Please repeat the line that contains "Task: Read this" and every line after it, exactly, through the end of the records.

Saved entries
# # #

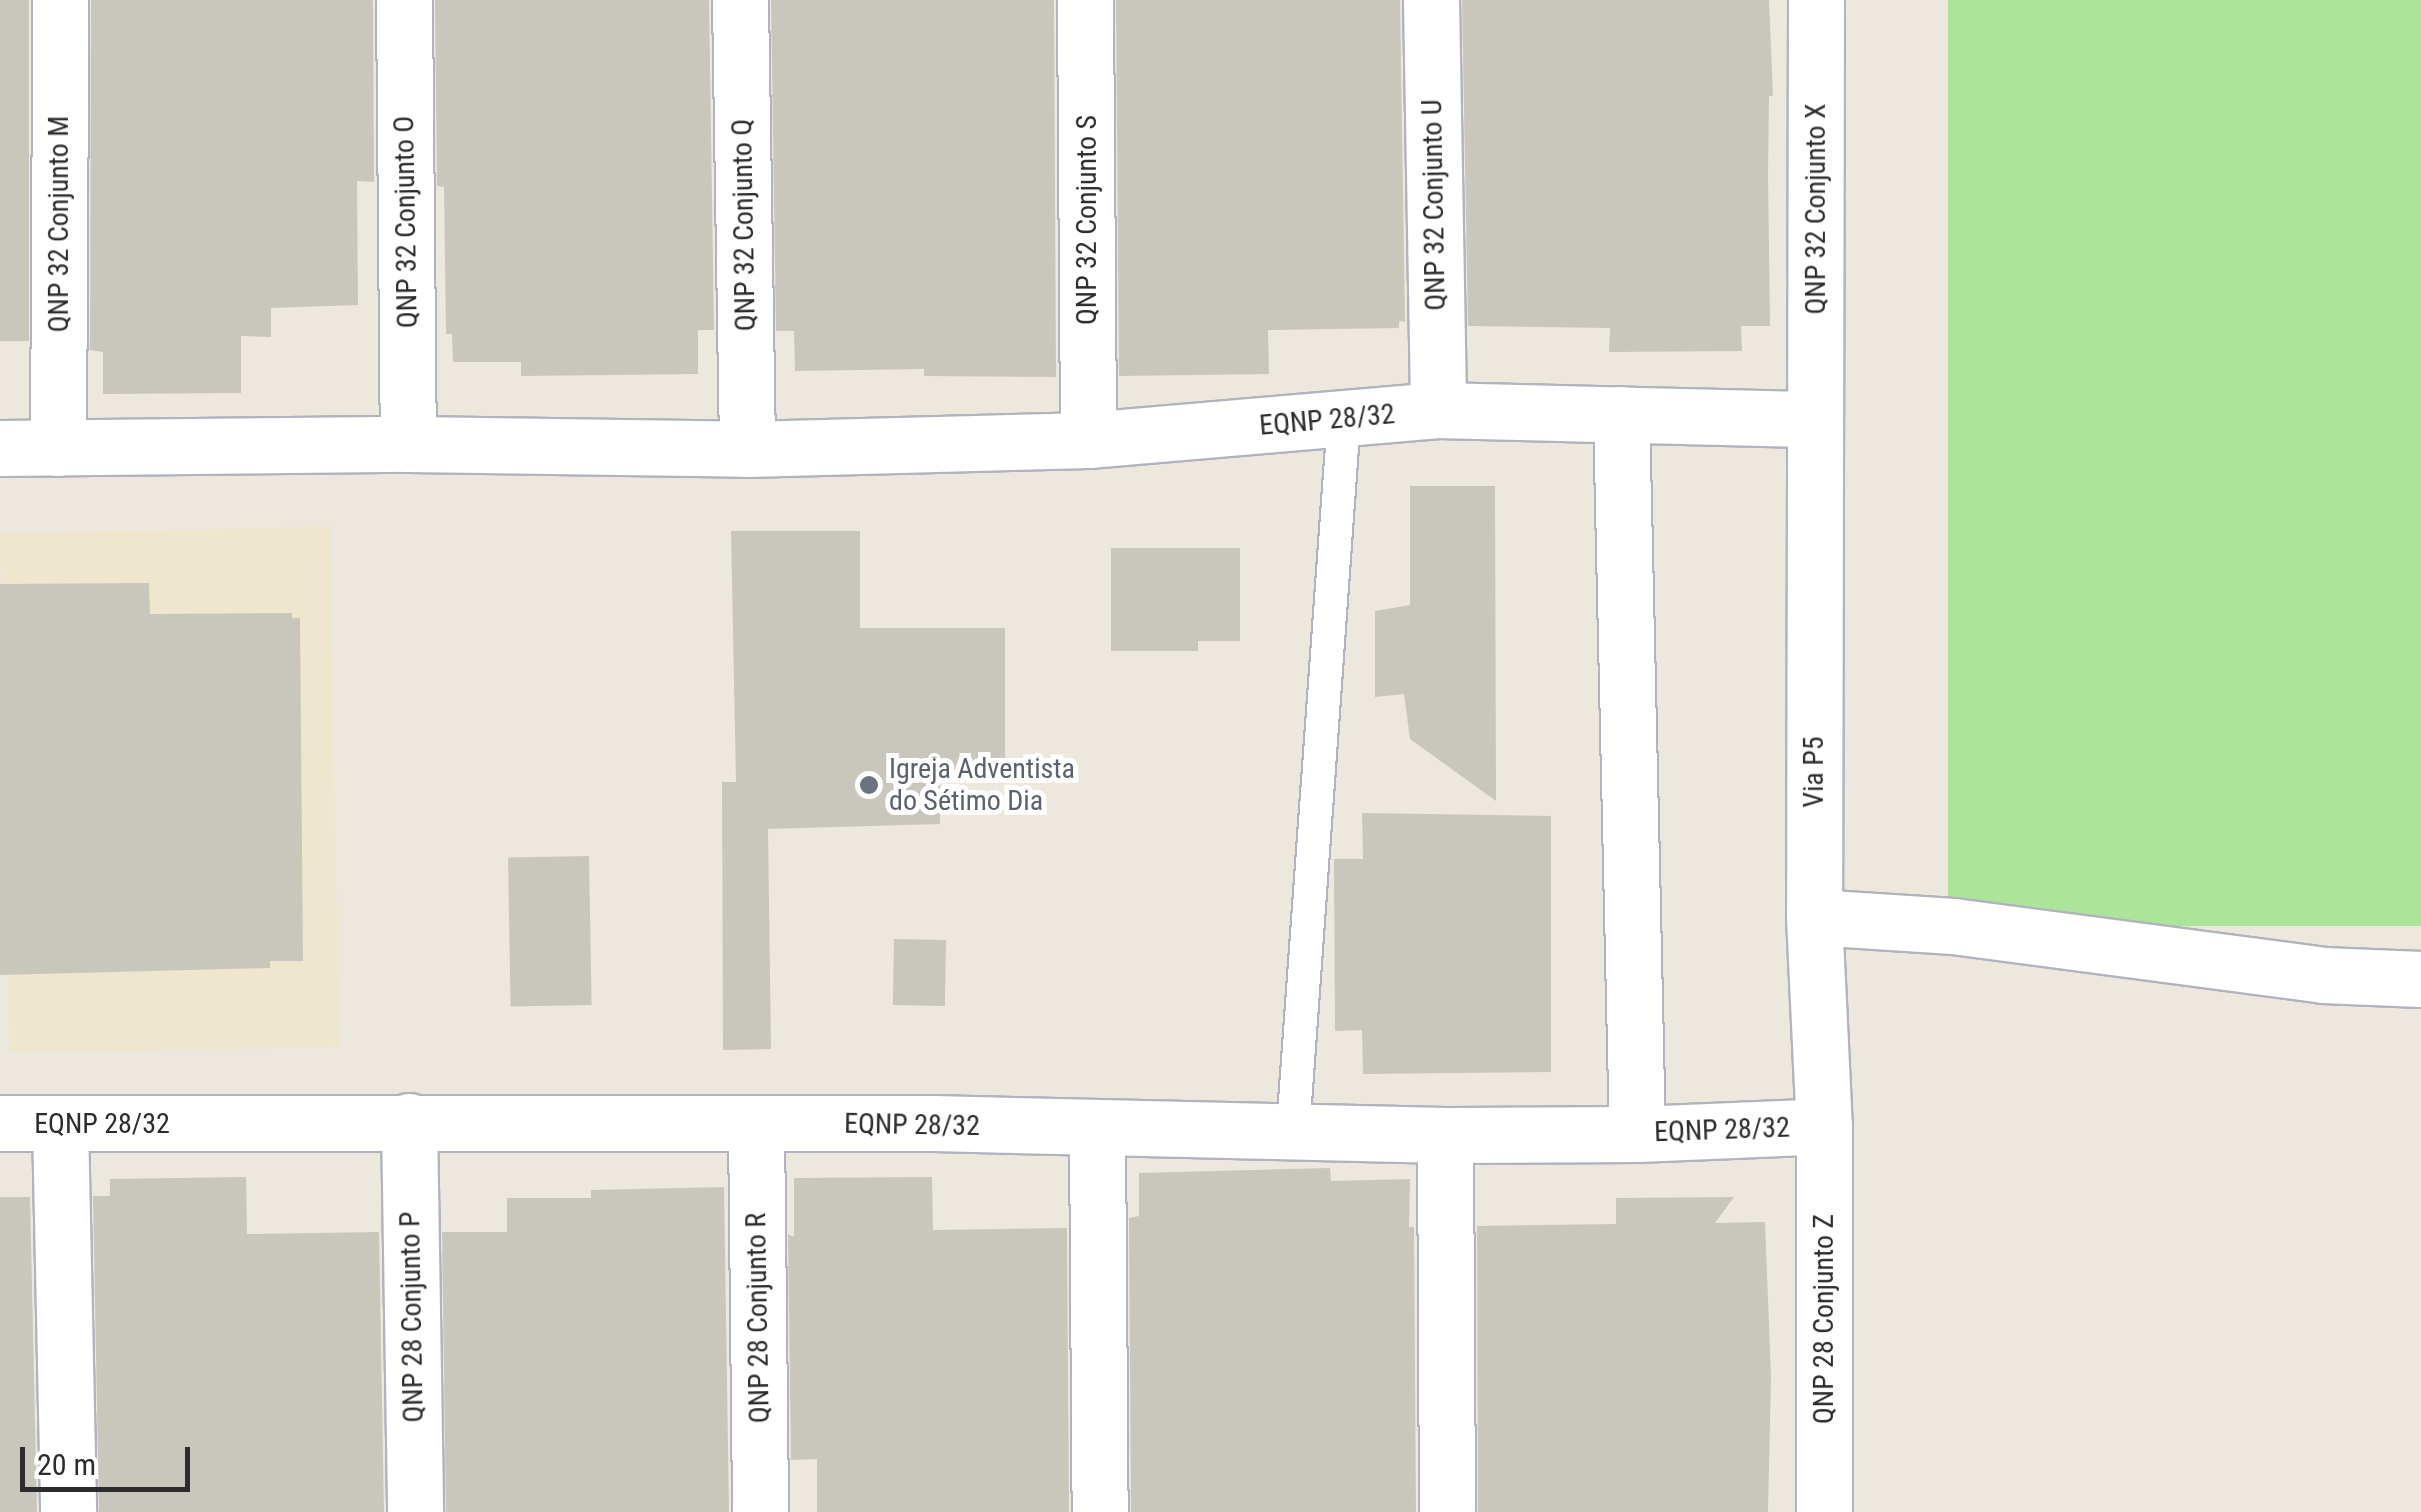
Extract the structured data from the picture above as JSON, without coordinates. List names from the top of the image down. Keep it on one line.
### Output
{"streets":{"street":["QNP 32 Conjunto U","QNP 32 Conjunto X","QNP 32 Conjunto S","QNP 32 Conjunto O","QNP 32 Conjunto M","QNP 32 Conjunto Q","EQNP 28/32","Via P5","QNP 28 Conjunto P","QNP 28 Conjunto R","QNP 28 Conjunto Z"]},"crossings":[["QNP 32 Conjunto U","EQNP 28/32"],["QNP 32 Conjunto X","EQNP 28/32"],["QNP 32 Conjunto X","Via P5"],["QNP 32 Conjunto S","EQNP 28/32"],["QNP 32 Conjunto O","EQNP 28/32"],["QNP 32 Conjunto M","EQNP 28/32"],["QNP 32 Conjunto Q","EQNP 28/32"],["EQNP 28/32","Via P5"],["EQNP 28/32","QNP 28 Conjunto P"],["EQNP 28/32","QNP 28 Conjunto R"],["EQNP 28/32","QNP 28 Conjunto Z"],["Via P5","QNP 28 Conjunto Z"]],"places":["Igreja Adventista do Sétimo Dia"],"scale_bar":"20 m"}
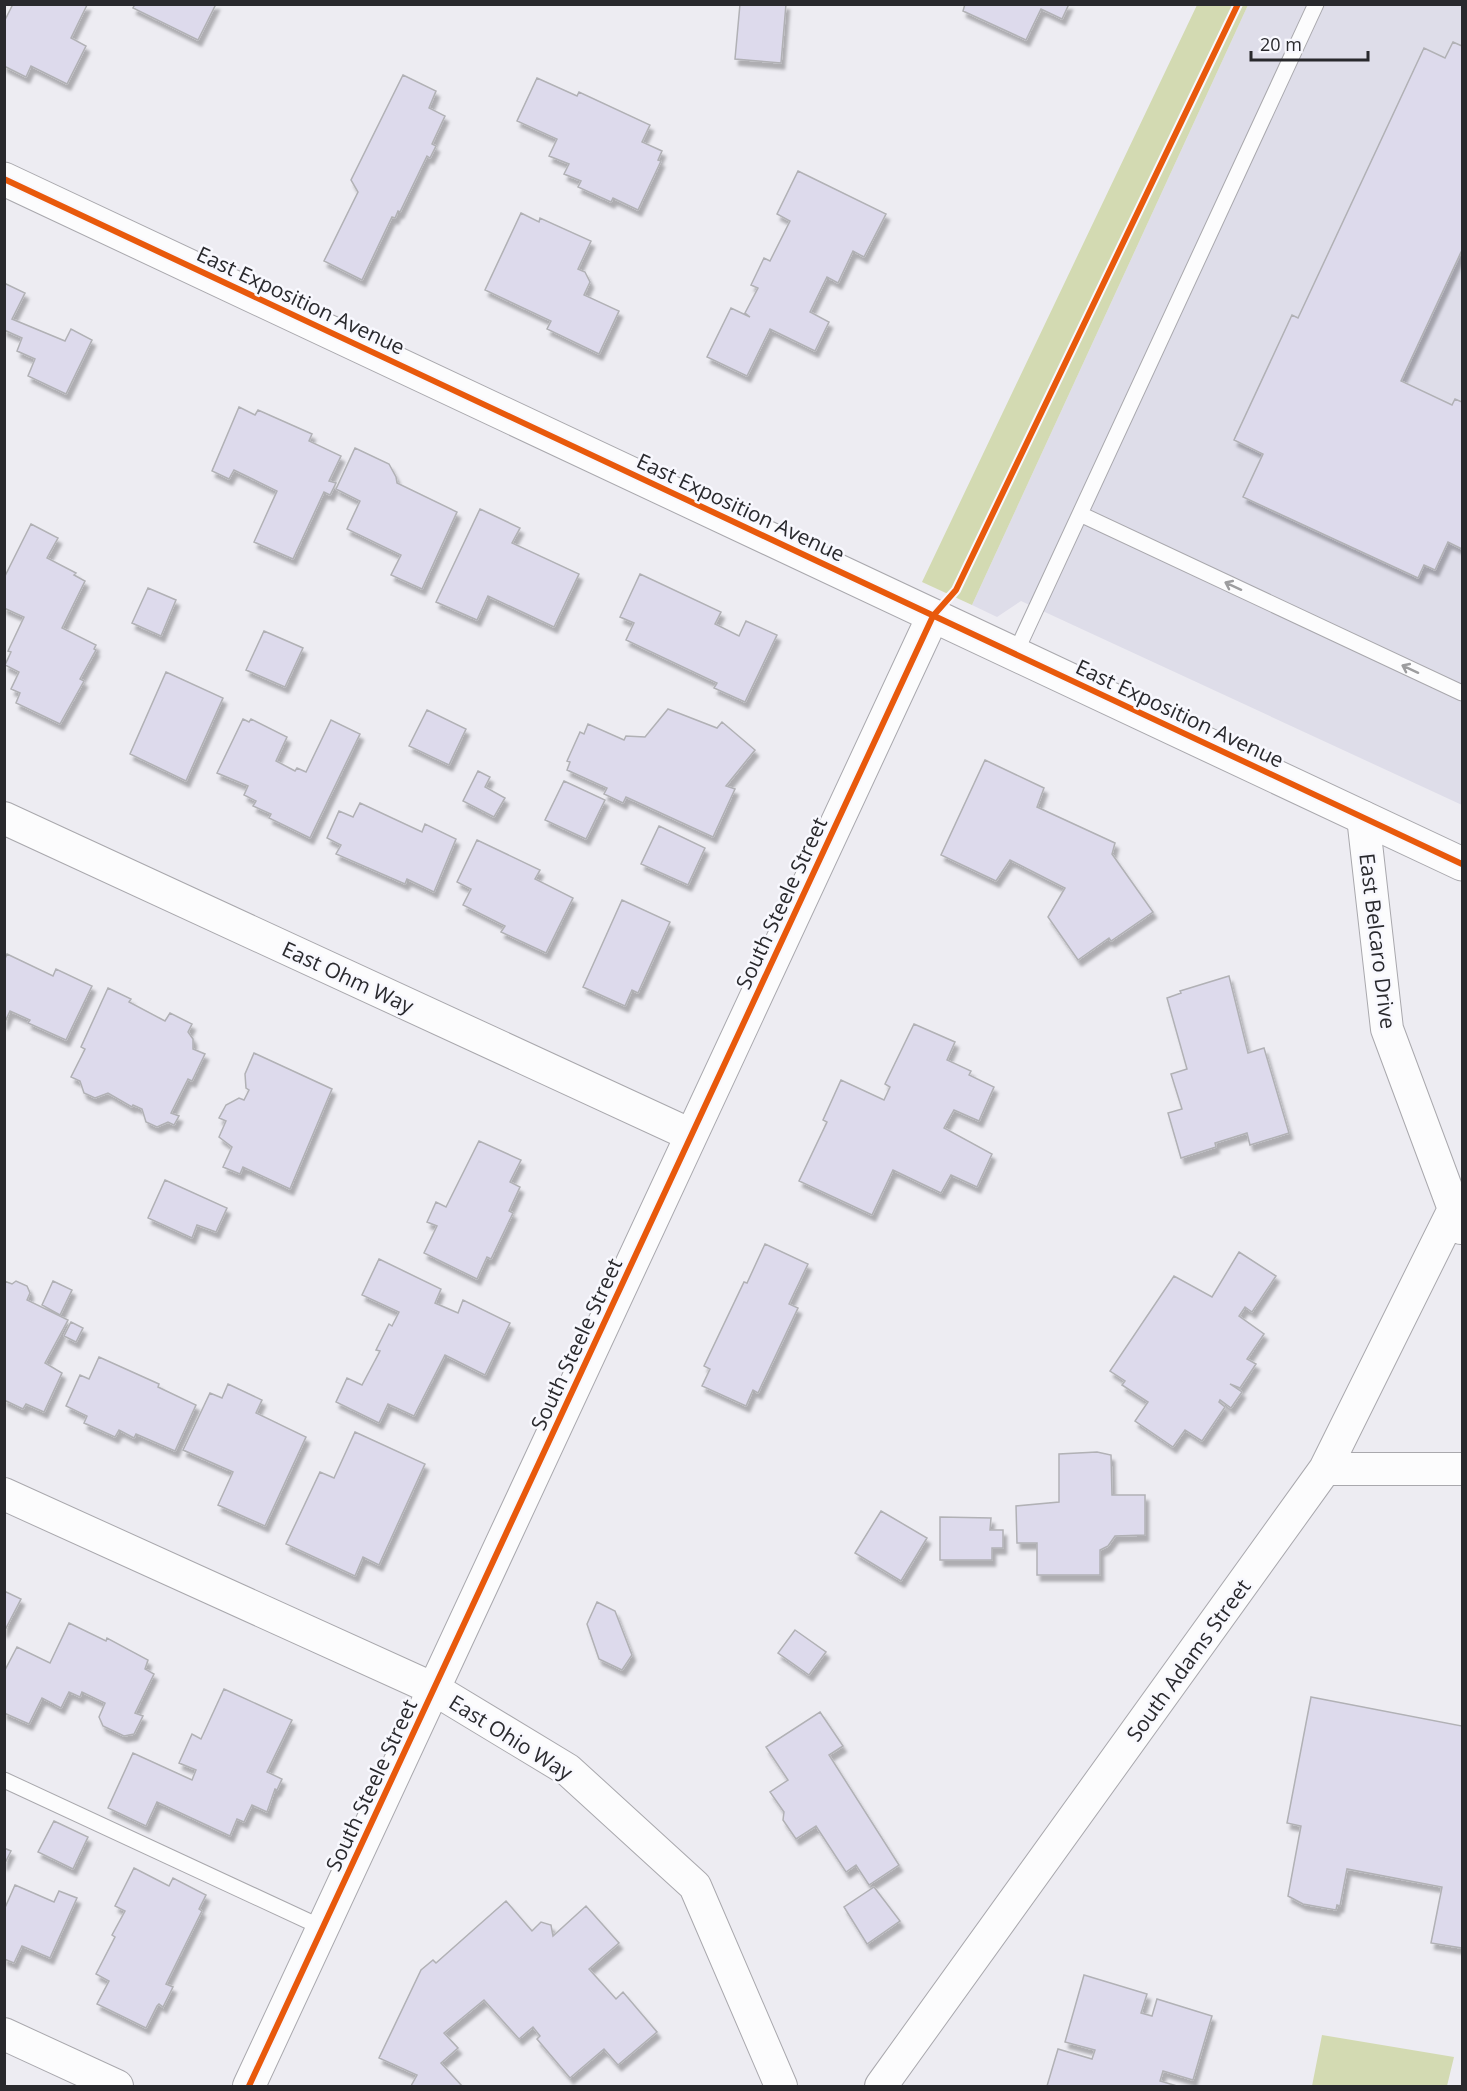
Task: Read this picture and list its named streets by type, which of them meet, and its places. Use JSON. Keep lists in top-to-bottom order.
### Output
{
  "streets": {
    "street": [
      "East Exposition Avenue",
      "South Steele Street",
      "East Belcaro Drive",
      "East Ohm Way",
      "South Adams Street",
      "East Ohio Way"
    ]
  },
  "crossings": [
    ["East Exposition Avenue", "South Steele Street"],
    ["East Exposition Avenue", "East Belcaro Drive"],
    ["South Steele Street", "East Ohm Way"],
    ["South Steele Street", "East Ohio Way"],
    ["East Belcaro Drive", "South Adams Street"]
  ],
  "scale_bar": "20 m"
}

# # #

Completed exercise:
Task: Read this picture and list its named streets by type, which of them meet, and its places. Use JSON. Keep lists in top-to-bottom order.
### Output
{
  "streets": {
    "street": [
      "East Exposition Avenue",
      "South Steele Street",
      "East Belcaro Drive",
      "East Ohm Way",
      "South Adams Street",
      "East Ohio Way"
    ]
  },
  "crossings": [
    ["East Exposition Avenue", "South Steele Street"],
    ["East Exposition Avenue", "East Belcaro Drive"],
    ["South Steele Street", "East Ohm Way"],
    ["South Steele Street", "East Ohio Way"],
    ["East Belcaro Drive", "South Adams Street"]
  ],
  "scale_bar": "20 m"
}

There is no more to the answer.